Éste había entrado en aquel tabuco y había dado cuerda a sus mecanismos. Por qué razón lo había hecho era la primera pregunta, pero la menos urgente. La segunda era dónde se había refugiado luego.

Era menester, por tanto, volver a bajar a la bodega: Roberto se decía que ya no podía evitar hacerlo, pero al repetirse su firme propósito, retrasaba su actuación. Entendió que no estaba del todo en sí, subió a la cubierta a mojarse la cabeza con agua de lluvia, y con la mente más despejada se dispuso a ponderar sobre la identidad del Intruso.

No podía ser un salvaje procedente de la Isla, y ni siquiera un marinero supérstite, que todo habría hecho (sorprenderle a pleno día, intentar matarle de noche, pedir gracia) salvo alimentar pollos y dar cuerda a juguetes mecánicos. Se escondía pues en el Daphne un hombre de paz y de sabiduría, quizá el morador de la cámara de los mapas. Entonces, si estaba, y visto que estaba antes que él, era un Legítimo Intruso.

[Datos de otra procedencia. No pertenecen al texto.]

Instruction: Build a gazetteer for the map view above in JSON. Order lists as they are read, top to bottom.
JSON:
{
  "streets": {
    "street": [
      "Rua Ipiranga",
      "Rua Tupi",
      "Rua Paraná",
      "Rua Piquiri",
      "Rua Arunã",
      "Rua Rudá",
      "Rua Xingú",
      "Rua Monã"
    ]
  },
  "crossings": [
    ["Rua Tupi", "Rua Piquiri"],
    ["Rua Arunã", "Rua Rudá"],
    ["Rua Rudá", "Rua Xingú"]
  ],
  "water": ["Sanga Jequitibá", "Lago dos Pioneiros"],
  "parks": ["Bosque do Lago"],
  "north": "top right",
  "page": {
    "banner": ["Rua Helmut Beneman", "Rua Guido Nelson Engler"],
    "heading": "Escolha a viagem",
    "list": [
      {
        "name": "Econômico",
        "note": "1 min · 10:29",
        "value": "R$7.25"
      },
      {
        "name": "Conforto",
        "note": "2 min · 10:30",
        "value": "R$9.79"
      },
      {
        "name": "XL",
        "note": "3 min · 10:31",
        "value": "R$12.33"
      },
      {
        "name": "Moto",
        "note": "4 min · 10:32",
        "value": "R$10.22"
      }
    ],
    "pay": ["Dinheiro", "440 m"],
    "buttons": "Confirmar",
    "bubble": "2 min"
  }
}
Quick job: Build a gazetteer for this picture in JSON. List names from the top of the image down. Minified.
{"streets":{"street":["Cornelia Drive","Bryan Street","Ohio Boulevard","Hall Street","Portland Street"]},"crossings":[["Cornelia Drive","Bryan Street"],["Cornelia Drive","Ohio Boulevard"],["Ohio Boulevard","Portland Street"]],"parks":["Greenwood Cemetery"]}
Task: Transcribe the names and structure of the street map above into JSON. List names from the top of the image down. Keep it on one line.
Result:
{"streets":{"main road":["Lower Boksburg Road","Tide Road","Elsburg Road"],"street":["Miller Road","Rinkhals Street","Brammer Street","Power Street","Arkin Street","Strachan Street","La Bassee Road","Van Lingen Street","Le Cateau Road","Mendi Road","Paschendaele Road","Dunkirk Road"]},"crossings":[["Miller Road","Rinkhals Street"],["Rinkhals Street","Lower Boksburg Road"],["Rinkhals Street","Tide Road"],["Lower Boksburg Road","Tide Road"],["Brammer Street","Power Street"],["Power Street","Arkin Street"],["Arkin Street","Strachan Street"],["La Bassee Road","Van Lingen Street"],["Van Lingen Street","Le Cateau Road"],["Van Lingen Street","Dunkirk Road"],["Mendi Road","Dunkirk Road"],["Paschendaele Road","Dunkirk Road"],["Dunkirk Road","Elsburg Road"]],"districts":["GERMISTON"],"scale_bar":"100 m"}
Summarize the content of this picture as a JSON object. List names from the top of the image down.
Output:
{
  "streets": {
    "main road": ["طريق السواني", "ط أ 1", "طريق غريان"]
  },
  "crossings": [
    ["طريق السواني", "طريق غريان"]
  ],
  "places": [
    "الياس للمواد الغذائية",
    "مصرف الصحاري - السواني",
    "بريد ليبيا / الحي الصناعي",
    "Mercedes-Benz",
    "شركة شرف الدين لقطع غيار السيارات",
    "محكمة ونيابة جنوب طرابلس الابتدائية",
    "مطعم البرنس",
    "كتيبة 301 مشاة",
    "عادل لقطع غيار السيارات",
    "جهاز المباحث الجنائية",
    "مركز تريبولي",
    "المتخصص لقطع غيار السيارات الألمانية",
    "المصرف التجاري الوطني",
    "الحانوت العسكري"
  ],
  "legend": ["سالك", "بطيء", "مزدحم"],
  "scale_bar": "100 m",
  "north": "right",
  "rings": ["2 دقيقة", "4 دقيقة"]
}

Pero la bella antítesis no aplacaba su ansia rabiosa.

Si el Intruso era Legítimo, ¿por qué se escondía? ¿Por temor del ilegítimo Roberto? Y si se escondía, ¿por qué hacía patente su presencia arquitectando aquel concierto horario? ¿Acaso era hombre de mente perversa que, temeroso del e incapaz de encararle abiertamente, queríalo perder llevándolo a la locura? Pero ¿a qué pro hacía tal cosa, visto que, igualmente náufrago en aquella isla artificial, no habría podido obtener sino ventajas de la alianza con un compañero de desventura? Quizá, se dijo una vez más Roberto, el Daphne escondía otros secretos que Aquél no quería revelar a nadie.

Oro, pues, y diamantes, y todas las riquezas de la Tierra Incógnita o de las Islas de Salomón de las que habíale hablado Colbert.

Fae al evocar las Islas de Salomón cuando Roberto tuvo una suerte de revelación. ¡Pues claro, los relojes! ¿Qué hacían tantos relojes en un galeón en derrota por mares en los que la mañana y la noche están definidos por el curso del sol y nada más se ha de saber? ¡El Intruso había llegado hasta aquel remoto paralelo para buscar también él, como el doctor Byrd, el Punto Fijo!

Claro que era así. Por una exorbitante coyuntura, Roberto, partido de Holanda para seguir, espía del Cardenal, las maniobras secretas de un inglés, casi clandestino en una nave holandesa, en búsqueda del punto fijo, encontrábase ahora en la nave (holandesa) de Otro, de quién sabe qué país, entregado al descubrimiento del mismo secreto.